Each line in the records that mentions the word "Laurel" needs to be listed.

## RECORDS SUPPLIED
=== Begin Enclosure ===

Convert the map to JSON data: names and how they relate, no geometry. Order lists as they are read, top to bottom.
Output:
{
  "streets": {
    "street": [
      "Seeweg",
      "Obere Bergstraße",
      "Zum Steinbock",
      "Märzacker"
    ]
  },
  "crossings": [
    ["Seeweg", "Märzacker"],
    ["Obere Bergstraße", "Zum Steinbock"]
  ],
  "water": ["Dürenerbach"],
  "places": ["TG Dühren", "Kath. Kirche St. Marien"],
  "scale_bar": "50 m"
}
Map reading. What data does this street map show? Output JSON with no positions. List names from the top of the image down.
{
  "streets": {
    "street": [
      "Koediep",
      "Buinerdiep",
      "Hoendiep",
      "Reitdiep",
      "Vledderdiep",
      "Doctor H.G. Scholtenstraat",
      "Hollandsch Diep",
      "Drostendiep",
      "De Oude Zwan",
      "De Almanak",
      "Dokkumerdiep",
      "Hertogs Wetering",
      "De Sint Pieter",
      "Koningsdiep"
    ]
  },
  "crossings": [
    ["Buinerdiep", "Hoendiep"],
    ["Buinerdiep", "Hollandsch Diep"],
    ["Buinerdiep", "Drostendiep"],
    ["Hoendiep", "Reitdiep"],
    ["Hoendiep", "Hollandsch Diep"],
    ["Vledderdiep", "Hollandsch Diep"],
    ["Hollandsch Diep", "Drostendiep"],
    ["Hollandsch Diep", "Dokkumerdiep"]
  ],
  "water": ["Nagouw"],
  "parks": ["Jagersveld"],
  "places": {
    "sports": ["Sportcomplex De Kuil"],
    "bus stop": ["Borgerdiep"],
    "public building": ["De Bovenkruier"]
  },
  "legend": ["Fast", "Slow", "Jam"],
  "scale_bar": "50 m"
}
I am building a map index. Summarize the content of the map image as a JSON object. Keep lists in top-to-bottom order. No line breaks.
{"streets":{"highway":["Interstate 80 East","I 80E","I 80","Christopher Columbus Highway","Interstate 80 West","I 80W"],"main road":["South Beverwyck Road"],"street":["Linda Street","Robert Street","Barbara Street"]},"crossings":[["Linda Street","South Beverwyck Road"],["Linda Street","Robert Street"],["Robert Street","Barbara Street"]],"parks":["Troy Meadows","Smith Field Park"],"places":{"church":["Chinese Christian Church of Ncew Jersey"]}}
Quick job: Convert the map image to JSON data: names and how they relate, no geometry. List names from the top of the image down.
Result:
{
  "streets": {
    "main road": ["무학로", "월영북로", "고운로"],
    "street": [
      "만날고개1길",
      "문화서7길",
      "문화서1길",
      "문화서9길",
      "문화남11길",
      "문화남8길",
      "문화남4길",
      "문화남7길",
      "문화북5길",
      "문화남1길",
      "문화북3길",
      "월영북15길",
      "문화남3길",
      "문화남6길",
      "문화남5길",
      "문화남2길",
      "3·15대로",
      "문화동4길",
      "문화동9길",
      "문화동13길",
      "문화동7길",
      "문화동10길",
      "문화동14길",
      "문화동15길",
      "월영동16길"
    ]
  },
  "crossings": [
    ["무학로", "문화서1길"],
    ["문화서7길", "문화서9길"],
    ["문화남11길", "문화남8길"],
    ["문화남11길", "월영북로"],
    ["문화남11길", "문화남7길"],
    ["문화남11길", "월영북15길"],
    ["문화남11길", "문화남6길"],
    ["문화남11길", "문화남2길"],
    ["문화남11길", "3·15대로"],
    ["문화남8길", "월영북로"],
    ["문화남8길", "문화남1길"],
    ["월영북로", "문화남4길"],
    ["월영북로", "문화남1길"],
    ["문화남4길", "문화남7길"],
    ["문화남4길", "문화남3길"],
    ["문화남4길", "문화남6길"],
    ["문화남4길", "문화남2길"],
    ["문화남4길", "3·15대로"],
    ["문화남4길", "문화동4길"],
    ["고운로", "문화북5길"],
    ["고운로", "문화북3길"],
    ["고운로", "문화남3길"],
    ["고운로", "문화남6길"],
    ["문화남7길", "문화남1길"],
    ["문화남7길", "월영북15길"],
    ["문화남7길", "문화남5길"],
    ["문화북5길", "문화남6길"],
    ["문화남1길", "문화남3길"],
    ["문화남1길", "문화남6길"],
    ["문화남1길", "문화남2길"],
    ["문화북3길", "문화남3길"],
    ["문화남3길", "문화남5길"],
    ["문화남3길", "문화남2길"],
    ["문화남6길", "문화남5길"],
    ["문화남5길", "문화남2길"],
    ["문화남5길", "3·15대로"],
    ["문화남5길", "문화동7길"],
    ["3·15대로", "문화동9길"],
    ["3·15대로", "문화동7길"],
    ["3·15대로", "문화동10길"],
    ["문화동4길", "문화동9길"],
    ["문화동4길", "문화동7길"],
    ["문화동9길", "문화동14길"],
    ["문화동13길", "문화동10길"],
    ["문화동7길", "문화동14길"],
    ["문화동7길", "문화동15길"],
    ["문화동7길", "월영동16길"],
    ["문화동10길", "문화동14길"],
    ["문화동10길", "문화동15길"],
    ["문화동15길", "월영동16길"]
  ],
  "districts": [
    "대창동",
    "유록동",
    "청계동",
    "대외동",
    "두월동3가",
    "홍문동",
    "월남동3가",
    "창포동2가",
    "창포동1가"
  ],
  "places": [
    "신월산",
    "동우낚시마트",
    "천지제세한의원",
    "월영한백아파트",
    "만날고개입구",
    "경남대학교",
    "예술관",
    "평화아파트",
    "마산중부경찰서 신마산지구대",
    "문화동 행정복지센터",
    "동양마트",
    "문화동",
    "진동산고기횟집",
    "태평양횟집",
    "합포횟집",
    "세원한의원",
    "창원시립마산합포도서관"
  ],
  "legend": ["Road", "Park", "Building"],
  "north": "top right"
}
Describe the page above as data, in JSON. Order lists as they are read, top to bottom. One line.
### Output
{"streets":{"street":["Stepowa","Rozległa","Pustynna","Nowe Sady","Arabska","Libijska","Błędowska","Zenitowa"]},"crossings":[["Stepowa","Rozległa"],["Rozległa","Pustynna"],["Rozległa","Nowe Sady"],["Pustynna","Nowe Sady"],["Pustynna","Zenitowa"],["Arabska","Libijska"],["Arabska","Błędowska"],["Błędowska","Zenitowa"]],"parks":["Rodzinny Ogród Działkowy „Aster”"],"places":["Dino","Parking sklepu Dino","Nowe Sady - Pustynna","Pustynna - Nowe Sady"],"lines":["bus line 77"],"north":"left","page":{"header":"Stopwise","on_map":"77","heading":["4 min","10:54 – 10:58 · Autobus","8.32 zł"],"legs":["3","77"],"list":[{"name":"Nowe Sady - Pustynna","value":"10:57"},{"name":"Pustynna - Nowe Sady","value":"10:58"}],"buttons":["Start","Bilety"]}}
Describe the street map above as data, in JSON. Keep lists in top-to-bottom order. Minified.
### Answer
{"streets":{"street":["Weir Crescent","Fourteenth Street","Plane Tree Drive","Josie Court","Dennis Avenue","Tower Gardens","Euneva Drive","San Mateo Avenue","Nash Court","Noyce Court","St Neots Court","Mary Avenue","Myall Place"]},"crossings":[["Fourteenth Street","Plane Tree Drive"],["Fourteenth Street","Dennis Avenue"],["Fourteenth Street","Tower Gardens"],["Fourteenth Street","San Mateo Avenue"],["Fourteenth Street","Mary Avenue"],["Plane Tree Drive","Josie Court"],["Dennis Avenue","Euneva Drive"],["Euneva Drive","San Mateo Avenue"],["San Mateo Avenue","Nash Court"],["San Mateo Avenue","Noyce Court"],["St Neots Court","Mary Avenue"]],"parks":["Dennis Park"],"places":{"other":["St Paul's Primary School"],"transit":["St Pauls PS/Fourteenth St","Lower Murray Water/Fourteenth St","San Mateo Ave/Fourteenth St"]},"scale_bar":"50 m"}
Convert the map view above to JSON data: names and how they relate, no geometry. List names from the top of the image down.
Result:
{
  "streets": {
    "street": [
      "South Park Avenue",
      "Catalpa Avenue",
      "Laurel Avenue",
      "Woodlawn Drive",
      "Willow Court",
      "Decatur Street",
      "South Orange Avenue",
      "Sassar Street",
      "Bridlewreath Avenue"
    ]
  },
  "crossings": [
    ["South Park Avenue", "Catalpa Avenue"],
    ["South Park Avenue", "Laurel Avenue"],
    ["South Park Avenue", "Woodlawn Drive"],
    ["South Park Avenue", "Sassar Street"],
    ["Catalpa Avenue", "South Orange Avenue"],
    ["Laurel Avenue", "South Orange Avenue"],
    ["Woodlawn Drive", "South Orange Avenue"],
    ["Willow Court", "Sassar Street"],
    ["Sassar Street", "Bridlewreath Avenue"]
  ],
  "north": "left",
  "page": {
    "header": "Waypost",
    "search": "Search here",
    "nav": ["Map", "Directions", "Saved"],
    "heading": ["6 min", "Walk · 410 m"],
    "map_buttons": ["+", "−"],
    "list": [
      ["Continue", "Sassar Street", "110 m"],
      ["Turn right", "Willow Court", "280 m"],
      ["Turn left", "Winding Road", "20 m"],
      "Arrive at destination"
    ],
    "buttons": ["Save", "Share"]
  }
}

=== End Enclosure ===

## YOUR RESPONSE
      "Laurel Avenue",
    ["South Park Avenue", "Laurel Avenue"],
    ["Laurel Avenue", "South Orange Avenue"],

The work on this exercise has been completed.